Он приехал в Москву бедный, пустой и веселый. Он не захватил с собой из Сибири даже своих нищих, дрожащих на ветру рисунков. С Ярославского вокзала он побрел неведомо куда. У него не было ни одного друга в Москве. Ни одного приятеля. Он встал около колонны, подпиравшей вход в метро, закурил, и тут к нему подошел раскосый и курчавый парень и внезапно протянул ему пирожок с капустой. Видно, сильно щеки ввалились у него, и прохожий его пожалел. «Ешь!» – жестко сказал парень. Это был дворник Флюр из Столешникова переулка, бывший солдат, татарин и добрый человек. «Тебя как звать?..» – «Митя». – «Пойдем к нам жить, Митя. Я вижу, ты не москвич. Я тебя устрою в РЭУ без прописки, по блату».
Он, нищий дворник, житель трущобной коммуналки, хоть и в самом сердце бешеной Москвы, без прописки, без надежды, ни кола, ни двора. Кто он был такой, чтоб оспаривать у неба это жалкое место на земле, рядом с этой красивой женщиной, длинноволосой и раскосой, медленно и холодно ругающей его, сидя, скрючив ноги, на полу?.. Сейчас она помедитирует вдосталь, нахохочется над ним всласть, встанет – как камень выметнут из пращи, – прошлепает на кухню, отрежет ему ломоть ржаного кислого хлеба да и выгонит с Богом. «Иди, иди вон. Иди вон, пес. Не нужен ты мне. Я тантристка. Я царица. А ты дурак, мазила, писака. Ты нищий голодный пес. Ешь и уваливай!» Все всегда жалели его. Кормили его.
– Иезавель, Иезавель. Ну что ты. Ну зачем ты. Ну как ты можешь, – невнятно бормотал он, и ледяным потом покрывалась его узкая, длинная рыбья спина. – Милая Иезавель… ты ко мне несправедлива. Ведь все… – он облизнул пересохшие губы, – все, ты знаешь, происходит внутри меня. Все, что снаружи, детская дурь. Человек не есть то, что он делает, потея, каждый день. Человек не есть его доски, посуды, шкафы, тряпки, дети-плети… холсты… да, и холсты тоже! – крикнул он и задохнулся. – Человек – это то, Иезавель, что внутри! Внутри. – Он перевел дух. Плечи его поднялись углами; из ссутуленной спины дощато выперли лопатки. – Нам не принадлежит ничто, дура. Ничто вокруг нас нам не принадлежит. Ни стены домов, где мы плачем и бьемся… ни вещи, ни книги, ни родители и наследники. Никто и ничто. Нам принадлежит только то, что у нас в голове и в сердце. Слышишь?!

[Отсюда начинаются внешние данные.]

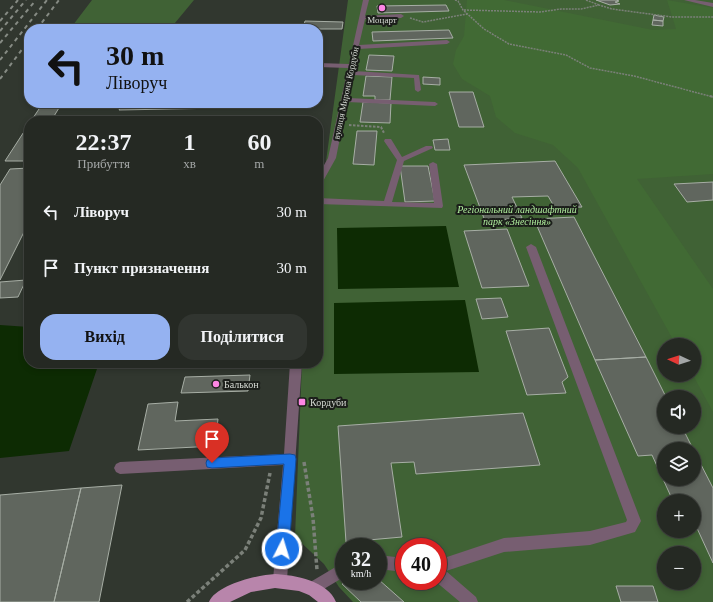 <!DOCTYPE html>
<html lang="uk">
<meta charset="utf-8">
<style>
:root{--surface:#252923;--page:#313530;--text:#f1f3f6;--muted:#a3a6a6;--line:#424541;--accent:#95b2f1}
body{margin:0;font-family:"Times New Roman",serif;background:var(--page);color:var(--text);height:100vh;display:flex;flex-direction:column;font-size:15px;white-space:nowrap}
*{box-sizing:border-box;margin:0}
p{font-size:13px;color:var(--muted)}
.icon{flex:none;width:22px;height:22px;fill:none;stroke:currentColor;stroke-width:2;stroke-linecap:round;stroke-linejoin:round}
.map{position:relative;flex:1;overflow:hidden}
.drawer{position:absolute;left:24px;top:116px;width:299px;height:252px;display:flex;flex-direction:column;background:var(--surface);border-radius:16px;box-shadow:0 2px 6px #0003,0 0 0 1px var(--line)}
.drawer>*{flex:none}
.guide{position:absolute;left:24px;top:24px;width:299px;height:84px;border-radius:16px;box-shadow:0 2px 6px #0003,0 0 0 1px var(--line);background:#95b2f1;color:#111;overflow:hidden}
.needle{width:26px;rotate:274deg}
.fabs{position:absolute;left:657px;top:338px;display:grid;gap:8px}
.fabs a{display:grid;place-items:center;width:44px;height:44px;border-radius:50%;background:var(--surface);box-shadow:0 2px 6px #0003,0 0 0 1px var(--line);font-size:20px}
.speed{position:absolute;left:335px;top:538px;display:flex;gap:8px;font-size:20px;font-weight:700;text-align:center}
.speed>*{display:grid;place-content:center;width:52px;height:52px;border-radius:50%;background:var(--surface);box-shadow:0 2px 6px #0003,0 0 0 1px var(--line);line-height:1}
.speed small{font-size:10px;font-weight:400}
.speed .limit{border:6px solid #d22;background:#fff;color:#111}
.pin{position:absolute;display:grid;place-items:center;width:34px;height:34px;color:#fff;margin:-41px -17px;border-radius:50% 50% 50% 0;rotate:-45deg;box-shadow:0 0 4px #0007}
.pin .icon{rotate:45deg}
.me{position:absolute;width:44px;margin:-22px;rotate:5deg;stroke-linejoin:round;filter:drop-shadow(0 0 3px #0008)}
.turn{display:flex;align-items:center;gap:14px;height:84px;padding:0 16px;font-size:18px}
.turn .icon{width:52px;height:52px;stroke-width:2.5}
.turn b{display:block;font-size:28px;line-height:34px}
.eta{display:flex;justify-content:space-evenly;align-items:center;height:68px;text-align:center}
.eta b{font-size:24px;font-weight:600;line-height:28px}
.button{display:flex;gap:8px;margin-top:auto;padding:8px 16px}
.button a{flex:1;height:46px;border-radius:16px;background:var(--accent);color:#111;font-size:16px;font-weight:600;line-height:46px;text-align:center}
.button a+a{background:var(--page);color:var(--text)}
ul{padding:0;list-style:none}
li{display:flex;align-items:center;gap:12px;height:56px;padding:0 16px}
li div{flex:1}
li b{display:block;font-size:15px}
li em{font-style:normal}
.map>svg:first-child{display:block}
</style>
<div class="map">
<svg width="713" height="602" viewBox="0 0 713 602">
<rect width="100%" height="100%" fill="#31372f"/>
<path fill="#406235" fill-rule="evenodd" d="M92 0H194L170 29H70Z
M348 0H713V602H353L339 587 324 564 295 537 302 363H318V220ZM664 345H694V375H664ZM664 397H694V427H664ZM664 449H694V479H664ZM664 501H694V531H664ZM344 547H378V581H344ZM404 547H438V581H404ZM664 553H694V583H664Z"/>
<path fill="#416a34" d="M467 0H504L653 30 676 29 667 0 713 8V174L637 179 713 289V412L693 375H694V345H676L578 168 553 145 515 133 496 117 490 96 462 79 453 64 456 50 464 36Z"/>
<path fill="#0d2b03" d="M446 226 459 287 338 289 337 228Z
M465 300 479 372 334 374V303Z
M0 325 29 327V363H99L69 451 0 458Z"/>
<path fill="#60665e" stroke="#a7aea5" d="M596 0H616L619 1 615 2 620 4 610 5Z
M446 5 449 11 378 13 377 6Z
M654 15 664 17 663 21 653 20Z
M653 20 663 21V26L652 25Z
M305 21 343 22 342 29H303Z
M449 30 453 38 373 41 372 32Z
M369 55 394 56 392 71 366 70Z
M366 76 392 77 390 100H375V96H363Z
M423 77 440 78V85L423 84Z
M449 92H473L484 127H459Z
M363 102 391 103 390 123 360 122Z
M43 103H62L51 121H31Z
M123 103H224L223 108 119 110Z
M29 124V157L27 161H5Z
M357 131H377L374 165 353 164Z
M448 139 450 150H435L433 140Z
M555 161 582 207 555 208 548 196 512 197 522 218 485 221 464 165Z
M400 166H428L435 201 405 202Z
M29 168V222L0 280V185L10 169Z
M713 182V200L687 202 674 184Z
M574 217 646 357 595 360 534 219Z
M507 229 529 286 482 288 464 231Z
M26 280 18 297 0 298V282Z
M501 298 508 317 482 319 476 299Z
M549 328 568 377 562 382 566 393 527 395 506 331Z
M646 357 666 397H664V427H682L693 449H664V479H694V451L713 488V563L696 526H694V501H673L652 455 638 456 595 360Z
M150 363H196V367L149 368Z
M250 375 248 391 181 393 185 377Z
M178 402 175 421 218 419 215 446 138 450 148 404Z
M523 413 540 465 416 474 414 462 391 463 402 537 346 542 338 426Z
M122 485 99 602H54L81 488Z
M81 488 54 602H0V495Z
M378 579 404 602H361L342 584 345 581H378Z
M616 586H653L658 602H621Z"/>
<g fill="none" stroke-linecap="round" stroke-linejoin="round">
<path stroke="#7b8079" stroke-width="1.5" stroke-dasharray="2 1" stroke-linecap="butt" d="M455 0 458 1 463 10 484 29 509 44 566 55 590 68 634 76 713 97
M586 0 599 5
M464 10 540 12 561 9H581L599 5 612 9 672 17H713
M410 18 423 22 467 14"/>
<path stroke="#7b8079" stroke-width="2" stroke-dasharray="2.5 1.5" stroke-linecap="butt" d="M710 96 713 97
M349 125 381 127 384 133"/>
<path stroke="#7b8079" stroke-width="3.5" stroke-dasharray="4 2.5" stroke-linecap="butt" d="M304 462 313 518 317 570
M187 602 245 550 261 518 270 473"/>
<path fill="#775e71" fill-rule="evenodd" d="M363 0H369L365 16 401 14 404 16 401 18 365 19 359 45 447 40 450 42 447 44 358 49 354 71 419 75 421 90 418 92 415 90 414 78 353 75 348 98 435 102 438 104 435 106 347 102 336 158 322 183 318 185V176L328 158 348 68 318 67V63L349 64Z
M684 0H695L713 3V7Z
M129 115 168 119 172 121 129 119 88 121 59 120 63 118Z
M259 118 268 121H203L207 119Z
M385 139H391L402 157 426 146H432L433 148 404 161 392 202 434 203 429 164 433 162 437 164 443 206 442 208 318 204V198L384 201 397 160 384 141Z
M531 244 536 247 641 521 635 532 590 545 504 552 446 571 476 597 478 602H460L435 581H438V560L504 538 590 531 626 522 627 520 526 247Z
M290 363H302L287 580 285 585 280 587 275 585 273 580 283 465 120 474 116 472 114 468 116 464 120 462 284 454Z
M378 555 404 558V572L378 569Z
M344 562V577L312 596 307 594 305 589 307 584Z"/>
<path fill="#b885ab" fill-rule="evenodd" d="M275 574C295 575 328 581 336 602H318L309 595 299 591 275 588 251 592 230 602H209C216 585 257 575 275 574Z"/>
<path stroke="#868b84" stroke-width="2" stroke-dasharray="4 4" stroke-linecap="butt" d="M0 21 18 0
M37 29 59 0
M0 31 26 0
M0 43 36 0
M0 60 47 0
M0 79 29 40"/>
</g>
<path fill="#1a73e8" stroke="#114b97" d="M290 454 295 455 296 459 289 549 287 553 282 555 278 553 276 549 284 464 212 468 207 467 206 463 207 460 212 458Z"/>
<g fill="#fc86e3" stroke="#1b1e1a" stroke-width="1.5">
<circle cx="382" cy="8" r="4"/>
<circle cx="216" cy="384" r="4"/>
<rect x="298" y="398" width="8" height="8" rx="2"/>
</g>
<g text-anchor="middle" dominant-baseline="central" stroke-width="4" stroke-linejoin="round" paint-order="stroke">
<g font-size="9" fill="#d7dbd5" stroke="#1b1e1a">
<text x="382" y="20">Моцарт</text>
</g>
<g font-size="9" fill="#d7dbd5" stroke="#1b1e1a">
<text transform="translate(346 93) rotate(-78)">вулиця Мирона Кордуби</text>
</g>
<g font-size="10" font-style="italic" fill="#afed9d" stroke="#1b1e1a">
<text x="517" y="209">Регіональний ландшафтний<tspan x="517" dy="12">парк «Знесіння»</tspan></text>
</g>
<g font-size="10" fill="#d7dbd5" stroke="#1b1e1a" text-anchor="start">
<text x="224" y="384">Балькон</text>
<text x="310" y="402">Кордуби</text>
</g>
</g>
</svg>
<div class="fabs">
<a><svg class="needle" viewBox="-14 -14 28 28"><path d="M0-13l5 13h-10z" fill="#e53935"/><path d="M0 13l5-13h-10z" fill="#a3a6a6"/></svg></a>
<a><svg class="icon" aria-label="sound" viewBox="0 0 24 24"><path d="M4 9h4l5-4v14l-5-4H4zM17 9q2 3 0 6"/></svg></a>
<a><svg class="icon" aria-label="layers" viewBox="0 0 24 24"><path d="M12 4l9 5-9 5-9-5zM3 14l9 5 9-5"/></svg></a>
<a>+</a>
<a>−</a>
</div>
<div class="speed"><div>32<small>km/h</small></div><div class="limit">40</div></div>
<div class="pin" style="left:212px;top:463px;background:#d93025"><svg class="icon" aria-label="arrive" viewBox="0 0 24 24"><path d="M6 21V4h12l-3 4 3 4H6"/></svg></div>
<svg class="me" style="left:282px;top:549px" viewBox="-20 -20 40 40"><circle r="17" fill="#1a73e8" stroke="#fff" stroke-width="3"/><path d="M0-11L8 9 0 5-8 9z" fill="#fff"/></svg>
<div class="guide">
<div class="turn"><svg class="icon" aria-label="left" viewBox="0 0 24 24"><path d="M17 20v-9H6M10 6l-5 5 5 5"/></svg><div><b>30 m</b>Ліворуч</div></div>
</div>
<section class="drawer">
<div class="eta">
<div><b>22:37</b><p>Прибуття</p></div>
<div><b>1</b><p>хв</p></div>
<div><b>60</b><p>m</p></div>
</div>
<ul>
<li><svg class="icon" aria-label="left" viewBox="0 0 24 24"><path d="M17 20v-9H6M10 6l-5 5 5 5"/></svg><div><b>Ліворуч</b></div><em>30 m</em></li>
<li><svg class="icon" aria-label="arrive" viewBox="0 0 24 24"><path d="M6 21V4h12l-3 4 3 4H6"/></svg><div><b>Пункт призначення</b></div><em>30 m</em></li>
</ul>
<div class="button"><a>Вихід</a><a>Поділитися</a></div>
</section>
</div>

Лук усмешки Иезавели выгнулся, тетива натянулась. Все, что говорит этот бедный мальчик, – не мудрость, нет. Он думает наивно, что он дошел до мудрости. Он-то не знает, что до мудрости дошла она. И то не до Небесной, а лишь до той, что лежит рядом, на грязной земле. На полу. Около ее вывернутых голых пяток.
Она обвела глазами, не поворачивая головы, увешанные дикими яркими картинами стены. Стены скалились картинами, смеялись. Картины вызывали на бой жалкого человечка. Картины, глумясь, кричали беззвучно: «Ну, поди, поди, оставь себя! Ну, если сможешь, не умри! А то, глядишь, весь умрешь! Весь! До капли, до жалкой крохи!»
– Мальчик, – медленно сцеженный голос Иезавели капал с губ, меж сцепленных зубов, – это все ты сам написал?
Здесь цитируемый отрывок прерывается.